All of lore.kernel.org
 help / color / mirror / Atom feed
From: Andrew Cooper <andrew.cooper3@citrix.com>
To: Joao Martins <joao.m.martins@oracle.com>, xen-devel@lists.xen.org
Cc: Haozhong Zhang <haozhong.zhang@intel.com>,
	Keir Fraser <keir@xen.org>, Jan Beulich <jbeulich@suse.com>
Subject: Re: [PATCH RFC 0/6] x86/time: PVCLOCK_TSC_STABLE_BIT support
Date: Tue, 29 Dec 2015 14:58:51 +0000	[thread overview]
Message-ID: <56829FAB.1060008@citrix.com> (raw)
In-Reply-To: <1451321985-13728-1-git-send-email-joao.m.martins@oracle.com>

On 28/12/2015 16:59, Joao Martins wrote:
> Hey!
>
> I've been working on pvclock vdso support on Linux guests, and came
> across Xen lacking support for PVCLOCK_TSC_STABLE_BIT flag which is
> required for vdso as of the latest pvclock ABI shared with KVM.
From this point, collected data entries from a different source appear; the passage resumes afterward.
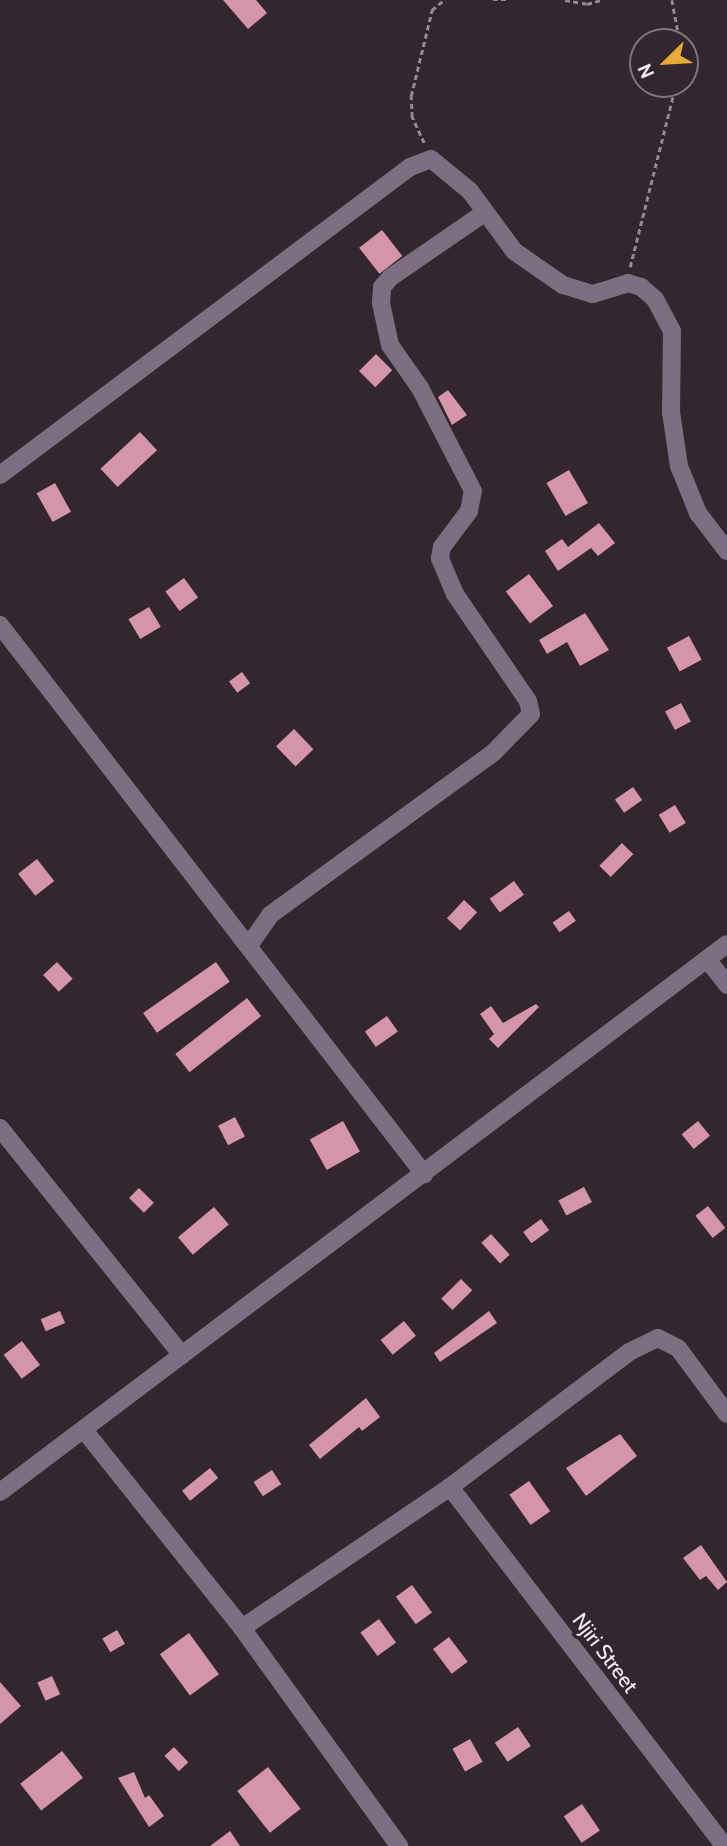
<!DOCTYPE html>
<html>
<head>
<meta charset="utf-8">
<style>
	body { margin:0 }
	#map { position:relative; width:727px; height:1846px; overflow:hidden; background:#34262f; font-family:Cabin,sans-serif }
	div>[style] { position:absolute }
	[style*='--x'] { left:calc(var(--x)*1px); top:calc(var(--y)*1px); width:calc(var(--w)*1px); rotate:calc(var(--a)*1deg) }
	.building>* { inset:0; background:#d395a7; transform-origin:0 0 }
	.path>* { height:2.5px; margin-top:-1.25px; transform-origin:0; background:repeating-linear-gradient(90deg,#968a92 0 5px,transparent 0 8.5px) }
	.minor>* { height:18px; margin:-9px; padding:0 9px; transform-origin:9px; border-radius:9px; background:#7e6e81 }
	span { translate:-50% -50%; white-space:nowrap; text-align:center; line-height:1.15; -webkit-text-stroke:7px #34262f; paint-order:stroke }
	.street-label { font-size:21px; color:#f7edf3 }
	.north { position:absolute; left:629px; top:28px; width:70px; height:70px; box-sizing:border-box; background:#34262f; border:2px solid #82767d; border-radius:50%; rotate:246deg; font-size:19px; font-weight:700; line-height:28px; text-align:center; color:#f7edf3 }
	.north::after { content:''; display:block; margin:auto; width:24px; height:32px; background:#e9ab38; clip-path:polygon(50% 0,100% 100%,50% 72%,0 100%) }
</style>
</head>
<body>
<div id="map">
	<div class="building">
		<i style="clip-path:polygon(223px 0,256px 0,267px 13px,248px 29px)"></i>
		<i style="left:382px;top:230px;width:33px;height:29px;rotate:52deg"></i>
		<i style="left:376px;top:354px;width:23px;height:24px;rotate:45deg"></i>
		<i style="clip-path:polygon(448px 390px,467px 415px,452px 425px,438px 397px)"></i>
		<i style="left:140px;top:432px;width:25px;height:54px;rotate:47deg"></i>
		<i style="left:569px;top:470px;width:38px;height:26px;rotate:60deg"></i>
		<i style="left:55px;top:483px;width:33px;height:21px;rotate:61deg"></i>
		<i style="clip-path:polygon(599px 523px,615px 543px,598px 556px,591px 548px,558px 571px,545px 551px,562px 539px,568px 547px)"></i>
		<i style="left:529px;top:574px;width:40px;height:29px;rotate:53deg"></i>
		<i style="left:184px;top:578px;width:24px;height:23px;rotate:54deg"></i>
		<i style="left:149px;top:607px;width:23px;height:24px;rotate:59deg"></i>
		<i style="clip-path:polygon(585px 613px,609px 650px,580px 666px,567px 642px,547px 654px,539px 640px)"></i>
		<i style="left:689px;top:636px;width:27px;height:25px;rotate:62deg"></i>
		<i style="left:242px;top:672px;width:14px;height:16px;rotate:54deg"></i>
		<i style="left:681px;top:703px;width:21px;height:18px;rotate:62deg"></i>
		<i style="left:294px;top:729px;width:28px;height:25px;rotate:46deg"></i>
		<i style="left:633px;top:787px;width:16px;height:22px;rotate:55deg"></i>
		<i style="left:675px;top:805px;width:21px;height:19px;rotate:59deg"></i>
		<i style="left:622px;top:843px;width:16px;height:32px;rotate:45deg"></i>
		<i style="left:37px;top:859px;width:28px;height:24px;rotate:52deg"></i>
		<i style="left:514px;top:881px;width:17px;height:30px;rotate:54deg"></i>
		<i style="left:464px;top:900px;width:18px;height:25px;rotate:43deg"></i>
		<i style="left:569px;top:911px;width:12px;height:20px;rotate:55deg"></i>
		<i style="left:57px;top:962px;width:23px;height:19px;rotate:47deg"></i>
		<i style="left:216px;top:962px;width:24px;height:89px;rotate:55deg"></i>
		<i style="left:247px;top:998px;width:23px;height:91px;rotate:52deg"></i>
		<i style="clip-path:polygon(536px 1004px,539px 1007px,498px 1048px,489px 1039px,494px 1034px,480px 1014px,491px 1006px,503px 1023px)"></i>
		<i style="left:387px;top:1016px;width:19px;height:27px;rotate:55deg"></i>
		<i style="left:235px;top:1117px;width:22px;height:19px;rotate:63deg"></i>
		<i style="left:343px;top:1121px;width:35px;height:38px;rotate:61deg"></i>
		<i style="left:698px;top:1121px;width:19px;height:21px;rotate:51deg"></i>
		<i style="left:584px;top:1187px;width:17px;height:29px;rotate:62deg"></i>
		<i style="left:139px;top:1188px;width:21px;height:14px;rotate:45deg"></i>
		<i style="left:708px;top:1206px;width:28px;height:16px;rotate:52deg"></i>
		<i style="left:214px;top:1207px;width:23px;height:47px;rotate:50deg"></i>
		<i style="left:541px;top:1219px;width:14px;height:22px;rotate:54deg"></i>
		<i style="left:491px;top:1234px;width:28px;height:13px;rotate:48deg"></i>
		<i style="left:461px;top:1279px;width:16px;height:28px;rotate:45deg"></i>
		<i style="left:60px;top:1311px;width:13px;height:21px;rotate:67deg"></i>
		<i style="clip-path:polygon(489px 1311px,497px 1323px,440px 1362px,434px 1353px)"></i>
		<i style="left:404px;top:1321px;width:19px;height:30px;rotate:51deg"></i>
		<i style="left:22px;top:1341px;width:30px;height:23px;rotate:53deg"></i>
		<i style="clip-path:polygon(366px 1398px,380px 1417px,362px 1431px,359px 1427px,320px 1459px,309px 1445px)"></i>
		<i style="clip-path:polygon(620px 1434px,637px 1456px,586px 1496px,566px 1468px)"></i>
		<i style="left:210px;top:1468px;width:13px;height:36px;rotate:51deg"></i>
		<i style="left:272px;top:1470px;width:17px;height:22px;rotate:57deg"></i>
		<i style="left:529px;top:1481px;width:37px;height:24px;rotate:55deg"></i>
		<i style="clip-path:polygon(701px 1545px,727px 1582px,718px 1590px,706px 1576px,700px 1580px,683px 1558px)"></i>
		<i style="left:412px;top:1585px;width:34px;height:20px;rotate:54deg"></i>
		<i style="left:379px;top:1619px;width:29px;height:23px;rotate:54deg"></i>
		<i style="left:117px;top:1630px;width:16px;height:17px;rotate:60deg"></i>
		<i style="left:189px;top:1633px;width:51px;height:36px;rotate:54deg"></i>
		<i style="left:449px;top:1637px;width:31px;height:20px;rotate:53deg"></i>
		<i style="left:52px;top:1676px;width:20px;height:16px;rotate:66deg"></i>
		<i style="clip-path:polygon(0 1682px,21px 1706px,0 1724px)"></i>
		<i style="left:518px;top:1727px;width:23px;height:28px;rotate:56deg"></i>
		<i style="left:470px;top:1739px;width:26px;height:20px;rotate:61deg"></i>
		<i style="left:174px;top:1747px;width:21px;height:13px;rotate:47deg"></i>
		<i style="left:62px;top:1751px;width:34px;height:53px;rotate:52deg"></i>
		<i style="left:268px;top:1767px;width:53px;height:39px;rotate:52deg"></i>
		<i style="clip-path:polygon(134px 1772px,145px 1798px,149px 1795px,164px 1816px,149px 1827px,118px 1778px)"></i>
		<i style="left:582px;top:1804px;width:32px;height:22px;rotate:56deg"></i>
		<i style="clip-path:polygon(230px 1831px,240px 1846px,210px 1846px)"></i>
	</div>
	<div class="path">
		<i style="--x:493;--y:0;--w:13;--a:0"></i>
		<i style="--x:565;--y:0;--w:22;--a:10"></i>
		<i style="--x:587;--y:4;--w:15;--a:-16"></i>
		<i style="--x:672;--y:0;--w:43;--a:79.2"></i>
		<i style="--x:424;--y:143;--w:29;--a:-115"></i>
		<i style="--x:412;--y:117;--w:21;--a:-93"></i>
		<i style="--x:411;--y:96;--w:89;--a:-76.3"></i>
		<i style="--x:432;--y:10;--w:16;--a:-40"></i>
		<i style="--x:630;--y:267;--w:189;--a:-75.9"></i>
	</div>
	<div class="minor">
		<i style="--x:0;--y:475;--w:513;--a:-36.91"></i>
		<i style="--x:410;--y:167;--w:22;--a:-21"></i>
		<i style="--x:431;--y:159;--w:50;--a:39.4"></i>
		<i style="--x:470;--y:191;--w:74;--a:53.7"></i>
		<i style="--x:514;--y:251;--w:60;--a:34.8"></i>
		<i style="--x:563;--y:285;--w:31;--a:17"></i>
		<i style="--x:593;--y:294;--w:37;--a:-17"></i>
		<i style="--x:628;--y:283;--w:14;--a:17"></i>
		<i style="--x:641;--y:287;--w:18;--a:41"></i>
		<i style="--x:655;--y:299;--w:36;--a:62"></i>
		<i style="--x:672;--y:331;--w:81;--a:90.7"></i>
		<i style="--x:671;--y:412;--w:55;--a:81.6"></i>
		<i style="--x:679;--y:466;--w:51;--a:68"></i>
		<i style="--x:698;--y:513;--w:48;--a:52.7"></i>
		<i style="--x:0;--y:625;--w:694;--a:52.32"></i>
		<i style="--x:250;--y:944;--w:35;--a:-55"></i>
		<i style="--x:270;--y:915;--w:276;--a:-36"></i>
		<i style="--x:493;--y:753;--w:54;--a:-45.7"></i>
		<i style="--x:531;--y:714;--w:13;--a:-103"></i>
		<i style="--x:528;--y:701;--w:130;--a:-124.3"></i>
		<i style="--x:455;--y:594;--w:39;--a:-113"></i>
		<i style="--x:440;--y:558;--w:11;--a:-80"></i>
		<i style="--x:442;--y:547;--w:45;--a:-53.1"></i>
		<i style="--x:469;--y:511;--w:20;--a:-79"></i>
		<i style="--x:473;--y:491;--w:116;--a:-117.2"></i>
		<i style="--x:420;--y:388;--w:52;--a:-124.9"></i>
		<i style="--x:390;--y:345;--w:43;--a:-102.1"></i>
		<i style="--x:381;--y:303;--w:16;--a:-86"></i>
		<i style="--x:382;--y:287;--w:13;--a:-48"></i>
		<i style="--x:391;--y:277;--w:113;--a:-34.5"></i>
		<i style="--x:707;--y:959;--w:33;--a:52"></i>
		<i style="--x:0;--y:1128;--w:291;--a:51.3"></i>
		<i style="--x:84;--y:1430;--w:253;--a:51.4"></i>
		<i style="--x:242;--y:1628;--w:269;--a:54.2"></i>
		<i style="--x:450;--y:1487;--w:452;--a:52.6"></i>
		<i style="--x:0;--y:1492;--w:910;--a:-37.01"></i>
		<i style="--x:242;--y:1628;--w:251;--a:-34.1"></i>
		<i style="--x:450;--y:1487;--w:224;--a:-37"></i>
		<i style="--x:629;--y:1352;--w:32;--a:-26"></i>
		<i style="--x:658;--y:1338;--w:22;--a:27"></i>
		<i style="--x:678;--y:1348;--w:82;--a:53.4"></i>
	</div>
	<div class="street-label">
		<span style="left:605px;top:1653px;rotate:53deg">Njiri Street</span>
	</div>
	<div class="north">N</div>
</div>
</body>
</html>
, and originally borrowed from Xen.

Please be aware that all of this was originally the Xen ABI (c/s 
1271b793, 2005) and was added to Linux (c/s 7af192c, 2008) for join use 
with KVM.  In particular, Linux c/s 424c32f1a (which introduces 'flags') 
and every subsequent change in pvclock-abi.h violates the comment at the 
top, reminding people that the hypervisors must be kept in sync.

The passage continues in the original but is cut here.